Weichen für Esslingens Zukunft gestellt

Für den damaligen OB Eberhard Klapproth war das Stadtjubiläum 1977 viel mehr als nur ein rauschendes Fest. Foto: Archiv

Ein Stadtjubiläum ist stets auch ein Anlass, den Blick zurück zu richten. „Es ging darum, geschichtlich zu denken und sich klar zu machen, dass man in einem Fluss der Generationen lebt“, brachte Eberhard Klapproth die damaligen Überlegungen ein Vierteljahrhundert später auf den Punkt. Und es war alles andere als ein Zufall, dass just im Jubiläumsjahr Otto Borsts bis heute viel beachtetes Monumentalwerk „Geschichte der Stadt Esslingen“ erschienen ist. Sich bewusst zu machen, woher man kommt, um daraus die richtigen Schlüsse zu ziehen, wohin man als Stadtgesellschaft will, war Klapproth, der von 1966 bis 1989 als OB im Rathaus den Ton angab, ein Gebot der Vernunft: „Dieses Erbe gibt uns die Verpflichtung, das zu erhalten und zu gestalten, was uns von früheren Generationen übertragen ist. Dieses Erinnern, wer man ist und woher man kommt, war für mich ein besonderes Anliegen unserer 1200-Jahr-Feier.

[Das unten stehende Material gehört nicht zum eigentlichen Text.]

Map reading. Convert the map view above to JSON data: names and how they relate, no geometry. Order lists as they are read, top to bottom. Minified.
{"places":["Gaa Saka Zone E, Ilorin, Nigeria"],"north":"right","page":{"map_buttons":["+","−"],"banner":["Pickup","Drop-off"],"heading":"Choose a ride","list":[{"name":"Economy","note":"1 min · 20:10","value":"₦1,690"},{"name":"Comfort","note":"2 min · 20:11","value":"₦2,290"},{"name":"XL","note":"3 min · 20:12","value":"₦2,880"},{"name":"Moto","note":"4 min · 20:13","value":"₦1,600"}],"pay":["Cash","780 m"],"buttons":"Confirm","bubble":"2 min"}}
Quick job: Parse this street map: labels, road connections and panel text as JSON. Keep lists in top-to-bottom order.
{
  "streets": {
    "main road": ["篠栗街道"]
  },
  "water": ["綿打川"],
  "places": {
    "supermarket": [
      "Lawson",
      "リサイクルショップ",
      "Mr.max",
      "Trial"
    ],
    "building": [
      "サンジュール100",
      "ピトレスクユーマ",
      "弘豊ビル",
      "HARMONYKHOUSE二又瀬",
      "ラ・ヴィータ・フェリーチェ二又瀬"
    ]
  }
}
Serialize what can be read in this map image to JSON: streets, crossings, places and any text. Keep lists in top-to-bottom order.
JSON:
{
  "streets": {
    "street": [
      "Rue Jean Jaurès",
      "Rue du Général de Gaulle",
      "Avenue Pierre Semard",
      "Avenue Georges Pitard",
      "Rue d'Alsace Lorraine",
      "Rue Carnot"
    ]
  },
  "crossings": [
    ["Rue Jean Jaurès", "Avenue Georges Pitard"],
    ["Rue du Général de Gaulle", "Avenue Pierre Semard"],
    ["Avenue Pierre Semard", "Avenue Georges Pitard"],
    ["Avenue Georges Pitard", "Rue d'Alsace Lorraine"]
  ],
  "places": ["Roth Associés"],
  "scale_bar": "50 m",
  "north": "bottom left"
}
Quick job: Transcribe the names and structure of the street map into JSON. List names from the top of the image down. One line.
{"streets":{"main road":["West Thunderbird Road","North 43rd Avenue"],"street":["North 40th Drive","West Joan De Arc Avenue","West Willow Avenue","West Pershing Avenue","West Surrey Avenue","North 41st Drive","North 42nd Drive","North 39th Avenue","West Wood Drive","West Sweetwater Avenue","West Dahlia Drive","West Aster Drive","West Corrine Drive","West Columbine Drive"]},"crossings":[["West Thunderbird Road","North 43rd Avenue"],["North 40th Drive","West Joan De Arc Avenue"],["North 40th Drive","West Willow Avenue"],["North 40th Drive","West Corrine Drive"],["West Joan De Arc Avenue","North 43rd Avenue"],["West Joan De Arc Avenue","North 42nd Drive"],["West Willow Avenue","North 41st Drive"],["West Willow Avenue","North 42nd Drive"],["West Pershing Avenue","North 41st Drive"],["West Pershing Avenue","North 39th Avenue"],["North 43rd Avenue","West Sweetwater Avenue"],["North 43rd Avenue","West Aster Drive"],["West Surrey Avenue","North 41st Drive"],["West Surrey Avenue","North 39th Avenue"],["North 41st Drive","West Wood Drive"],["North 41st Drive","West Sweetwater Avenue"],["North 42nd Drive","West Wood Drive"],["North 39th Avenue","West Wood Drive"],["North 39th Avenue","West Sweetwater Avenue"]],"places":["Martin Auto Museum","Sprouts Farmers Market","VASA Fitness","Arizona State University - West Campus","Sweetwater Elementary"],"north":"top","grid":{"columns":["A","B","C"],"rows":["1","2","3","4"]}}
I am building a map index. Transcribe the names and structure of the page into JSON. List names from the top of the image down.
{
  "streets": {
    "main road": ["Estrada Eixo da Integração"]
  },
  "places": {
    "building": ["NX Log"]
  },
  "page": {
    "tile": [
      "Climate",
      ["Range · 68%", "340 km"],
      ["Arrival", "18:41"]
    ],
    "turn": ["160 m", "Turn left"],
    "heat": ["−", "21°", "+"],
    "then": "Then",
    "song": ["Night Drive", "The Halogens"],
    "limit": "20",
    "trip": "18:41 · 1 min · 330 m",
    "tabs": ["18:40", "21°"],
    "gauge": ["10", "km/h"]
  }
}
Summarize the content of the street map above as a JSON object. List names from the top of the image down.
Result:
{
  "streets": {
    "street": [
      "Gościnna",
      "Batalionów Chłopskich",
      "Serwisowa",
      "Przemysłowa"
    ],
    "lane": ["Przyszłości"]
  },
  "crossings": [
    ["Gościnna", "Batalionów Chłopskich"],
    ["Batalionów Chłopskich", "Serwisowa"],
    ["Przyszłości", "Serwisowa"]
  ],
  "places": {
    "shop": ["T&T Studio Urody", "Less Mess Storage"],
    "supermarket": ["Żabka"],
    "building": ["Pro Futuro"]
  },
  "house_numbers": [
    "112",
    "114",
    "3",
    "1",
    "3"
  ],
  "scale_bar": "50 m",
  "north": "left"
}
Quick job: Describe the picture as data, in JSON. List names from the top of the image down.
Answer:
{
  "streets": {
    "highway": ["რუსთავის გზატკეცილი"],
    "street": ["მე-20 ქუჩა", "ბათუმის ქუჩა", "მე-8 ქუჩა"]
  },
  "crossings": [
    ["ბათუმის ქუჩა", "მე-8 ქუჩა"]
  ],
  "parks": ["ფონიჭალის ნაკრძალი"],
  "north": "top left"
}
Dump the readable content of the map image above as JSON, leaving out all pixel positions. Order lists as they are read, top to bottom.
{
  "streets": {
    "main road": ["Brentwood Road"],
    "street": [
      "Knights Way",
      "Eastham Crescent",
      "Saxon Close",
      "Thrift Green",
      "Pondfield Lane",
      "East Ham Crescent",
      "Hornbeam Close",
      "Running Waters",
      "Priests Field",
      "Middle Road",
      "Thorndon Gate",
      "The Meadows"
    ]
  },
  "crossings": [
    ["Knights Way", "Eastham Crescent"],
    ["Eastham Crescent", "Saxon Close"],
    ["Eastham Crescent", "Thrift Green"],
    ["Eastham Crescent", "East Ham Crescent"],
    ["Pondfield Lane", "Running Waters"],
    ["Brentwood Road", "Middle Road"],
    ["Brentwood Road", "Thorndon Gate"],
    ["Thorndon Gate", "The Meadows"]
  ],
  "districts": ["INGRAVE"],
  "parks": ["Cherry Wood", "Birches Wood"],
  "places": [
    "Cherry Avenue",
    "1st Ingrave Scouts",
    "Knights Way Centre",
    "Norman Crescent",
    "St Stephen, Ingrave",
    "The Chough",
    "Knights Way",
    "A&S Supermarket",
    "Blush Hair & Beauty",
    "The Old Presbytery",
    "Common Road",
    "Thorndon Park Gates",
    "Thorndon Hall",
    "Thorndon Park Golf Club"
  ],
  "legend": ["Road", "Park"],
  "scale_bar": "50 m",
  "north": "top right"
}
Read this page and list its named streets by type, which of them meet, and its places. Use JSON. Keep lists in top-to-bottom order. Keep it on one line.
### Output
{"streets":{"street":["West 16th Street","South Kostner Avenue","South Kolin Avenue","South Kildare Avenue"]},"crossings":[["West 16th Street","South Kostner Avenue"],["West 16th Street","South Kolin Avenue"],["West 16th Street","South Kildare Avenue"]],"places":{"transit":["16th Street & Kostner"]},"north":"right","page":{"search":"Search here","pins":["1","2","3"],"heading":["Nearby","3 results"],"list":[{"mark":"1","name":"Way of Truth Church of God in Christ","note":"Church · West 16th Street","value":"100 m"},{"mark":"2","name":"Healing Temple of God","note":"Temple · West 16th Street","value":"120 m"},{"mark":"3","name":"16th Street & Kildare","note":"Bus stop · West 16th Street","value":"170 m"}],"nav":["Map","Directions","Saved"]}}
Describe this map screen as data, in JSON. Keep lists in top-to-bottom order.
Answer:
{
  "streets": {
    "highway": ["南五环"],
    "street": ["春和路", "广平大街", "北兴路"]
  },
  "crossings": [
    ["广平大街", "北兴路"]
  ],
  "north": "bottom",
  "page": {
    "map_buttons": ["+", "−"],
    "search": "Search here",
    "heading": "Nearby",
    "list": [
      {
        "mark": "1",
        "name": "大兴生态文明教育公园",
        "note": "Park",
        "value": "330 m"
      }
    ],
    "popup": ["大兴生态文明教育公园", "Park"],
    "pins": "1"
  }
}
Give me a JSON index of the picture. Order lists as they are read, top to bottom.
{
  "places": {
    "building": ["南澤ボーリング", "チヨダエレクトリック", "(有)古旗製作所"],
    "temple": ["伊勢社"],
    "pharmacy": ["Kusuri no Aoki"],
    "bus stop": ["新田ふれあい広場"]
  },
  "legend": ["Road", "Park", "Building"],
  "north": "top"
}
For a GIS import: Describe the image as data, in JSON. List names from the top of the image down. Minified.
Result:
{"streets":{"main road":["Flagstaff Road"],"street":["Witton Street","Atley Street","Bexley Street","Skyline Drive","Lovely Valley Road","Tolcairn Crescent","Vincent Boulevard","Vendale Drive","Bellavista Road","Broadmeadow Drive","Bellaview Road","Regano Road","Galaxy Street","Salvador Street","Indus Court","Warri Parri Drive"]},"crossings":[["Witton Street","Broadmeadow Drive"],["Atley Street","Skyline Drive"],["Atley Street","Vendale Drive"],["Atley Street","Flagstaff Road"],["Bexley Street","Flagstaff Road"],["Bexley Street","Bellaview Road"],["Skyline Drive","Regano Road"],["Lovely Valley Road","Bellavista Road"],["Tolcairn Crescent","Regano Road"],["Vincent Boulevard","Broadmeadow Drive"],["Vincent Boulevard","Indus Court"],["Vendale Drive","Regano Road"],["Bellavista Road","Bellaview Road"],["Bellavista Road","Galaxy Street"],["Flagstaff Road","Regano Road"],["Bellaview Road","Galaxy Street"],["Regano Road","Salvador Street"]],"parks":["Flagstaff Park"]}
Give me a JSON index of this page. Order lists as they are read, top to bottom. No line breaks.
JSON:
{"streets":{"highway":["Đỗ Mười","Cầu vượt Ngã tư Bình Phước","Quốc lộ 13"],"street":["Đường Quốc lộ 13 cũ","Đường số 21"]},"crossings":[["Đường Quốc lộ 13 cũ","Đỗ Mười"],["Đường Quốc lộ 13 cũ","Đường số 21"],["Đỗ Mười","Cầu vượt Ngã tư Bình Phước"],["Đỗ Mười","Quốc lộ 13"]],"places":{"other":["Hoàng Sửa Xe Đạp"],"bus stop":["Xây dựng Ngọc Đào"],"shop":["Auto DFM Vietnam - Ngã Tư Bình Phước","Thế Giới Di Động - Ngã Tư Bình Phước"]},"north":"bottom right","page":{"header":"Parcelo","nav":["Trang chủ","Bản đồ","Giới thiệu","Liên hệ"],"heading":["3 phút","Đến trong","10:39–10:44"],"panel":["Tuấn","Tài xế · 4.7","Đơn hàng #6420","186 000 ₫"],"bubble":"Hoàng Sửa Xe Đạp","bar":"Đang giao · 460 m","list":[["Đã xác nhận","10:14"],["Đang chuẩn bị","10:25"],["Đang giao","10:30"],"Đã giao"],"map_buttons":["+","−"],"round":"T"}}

Und es war für die Stadt auch ein Anlass, sich über ihre künftige Entwicklung klar zu werden und die Weichen für die Zukunft zu stellen. Das war auch bitter notwendig.“

Als die Stadt damals nach Abschluss der Jubiläumsfeierlichkeiten Bilanz zog, war eine stattliche Zahl von Attraktionen zusammengekommen. Unvergessen ist vielen der Festgottesdienst in der Stadtkirche St. Dionys. „Dass wir dieses Ereignis am Ort des Geschehens erleben durften, hat die Veranstaltung zu einer ganz besonderen gemacht“, erinnerte sich der damalige Oberbürgermeister ein Vierteljahrhundert später. „Immerhin gilt der Ort, an dem heute St. Dionys steht, dank der St. Vitalis-Zelle aus dem überlieferten Testament des Abtes Fulrad als die Keimzelle Esslingens. Das hat alle, die damals dabei waren, sehr aufgewühlt.“ Bleibende Erinnerungen hat der historische Festumzug hinterlassen, um den sich alle von den Bürgermeistern und den Amtsleitern über die Auszubildenden und den Bauhöfen bis hin zu den Vereinen und verschiedensten Bürgerschaftsgruppen verdient gemacht haben. Alle wollten dabei sein.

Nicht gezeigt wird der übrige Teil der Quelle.